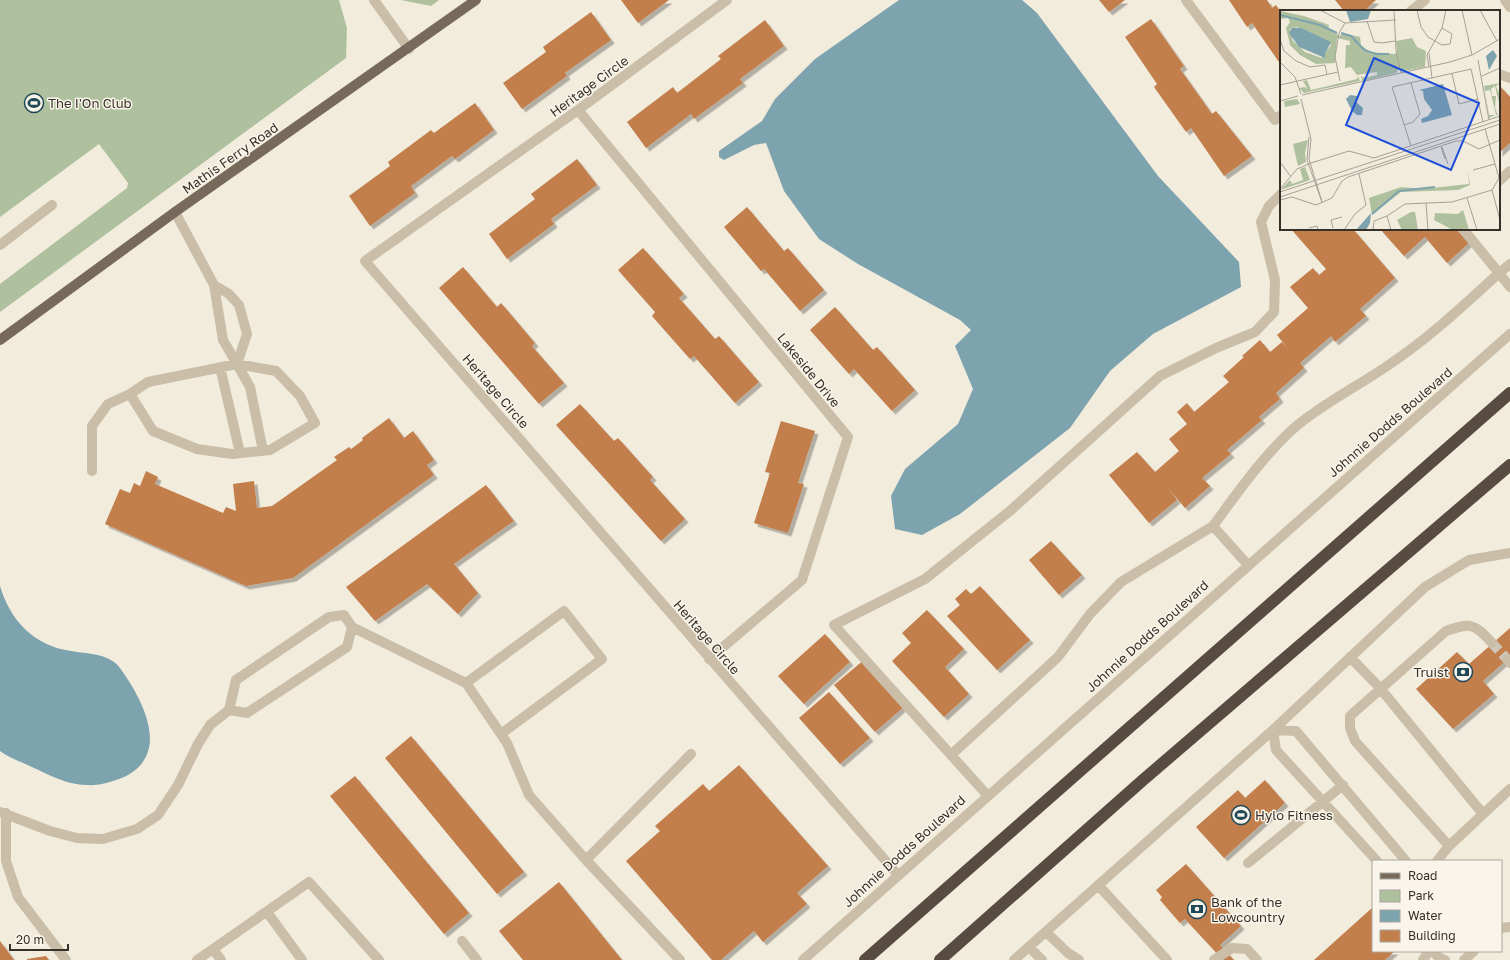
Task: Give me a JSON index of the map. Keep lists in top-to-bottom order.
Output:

--

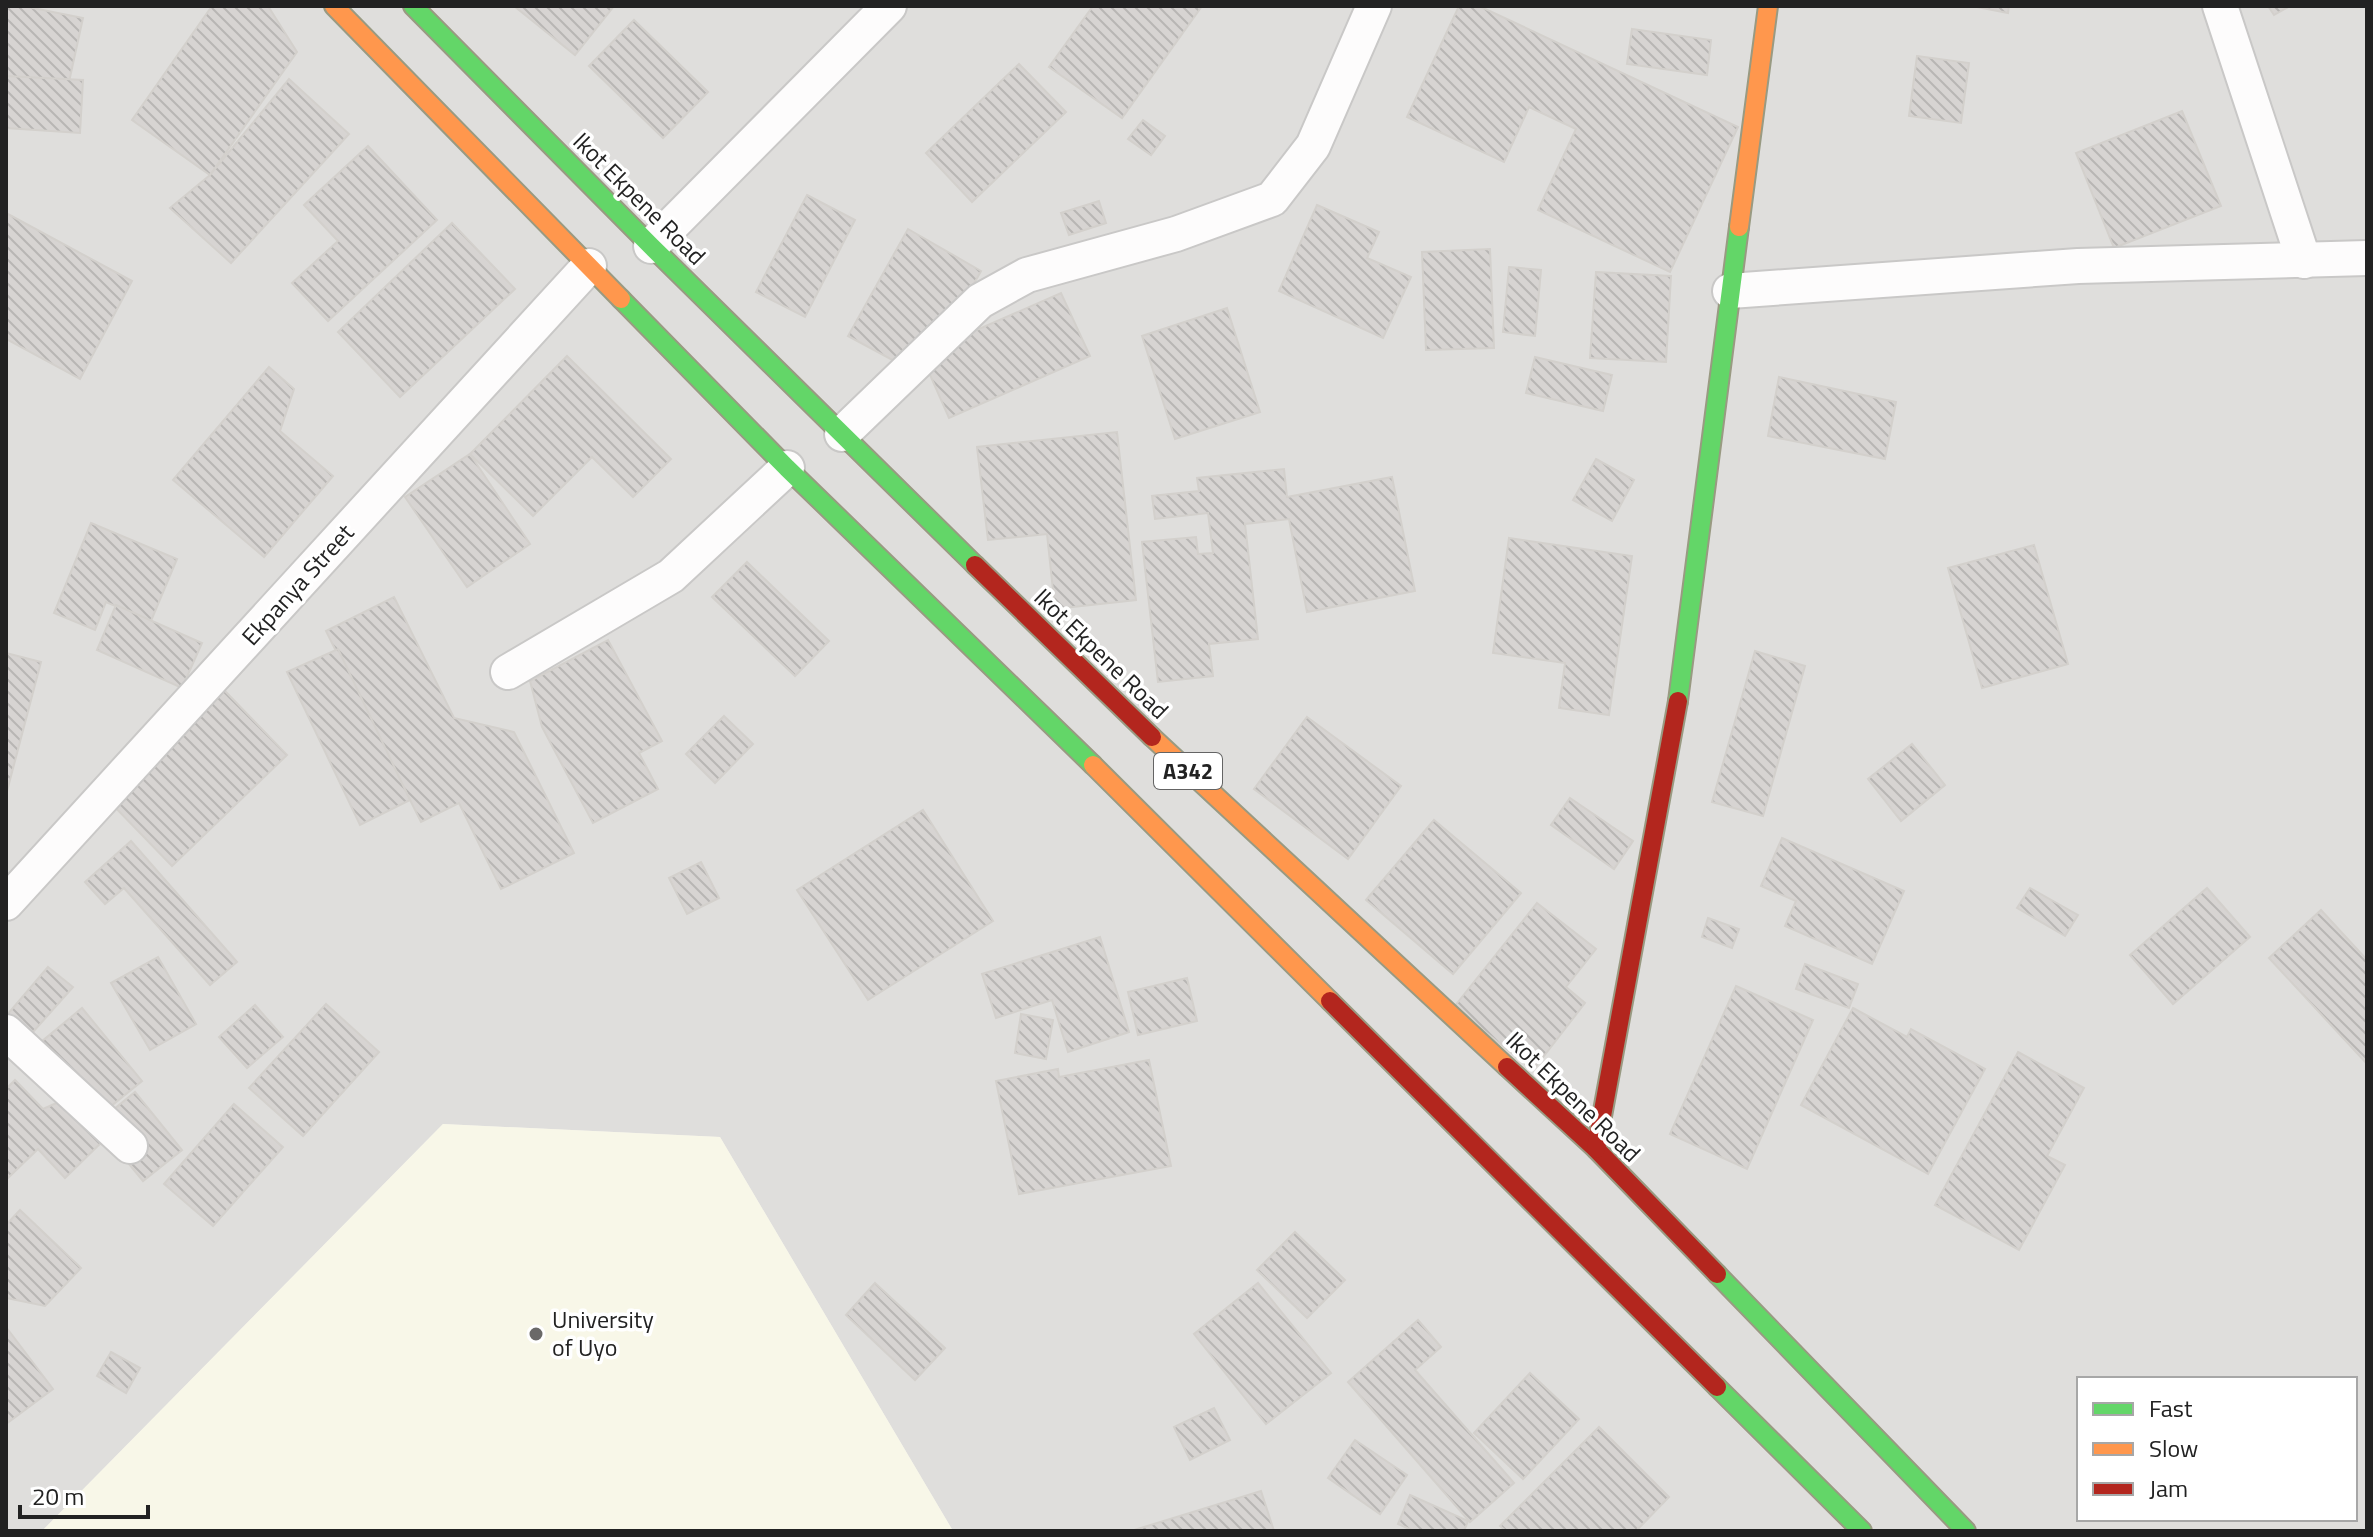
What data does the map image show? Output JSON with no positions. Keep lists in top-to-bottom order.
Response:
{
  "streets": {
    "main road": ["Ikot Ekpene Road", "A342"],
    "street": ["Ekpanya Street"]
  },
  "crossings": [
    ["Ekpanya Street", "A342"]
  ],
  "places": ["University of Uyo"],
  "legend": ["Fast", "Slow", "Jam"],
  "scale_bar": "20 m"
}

▶ **What to do**
Each line of the data above containing the string "bottom" is to be copied.

▶ **Output for this task**
Task: Give me a JSON index of the map. Keep lists in top-to-bottom order.
What data does the map image show? Output JSON with no positions. Keep lists in top-to-bottom order.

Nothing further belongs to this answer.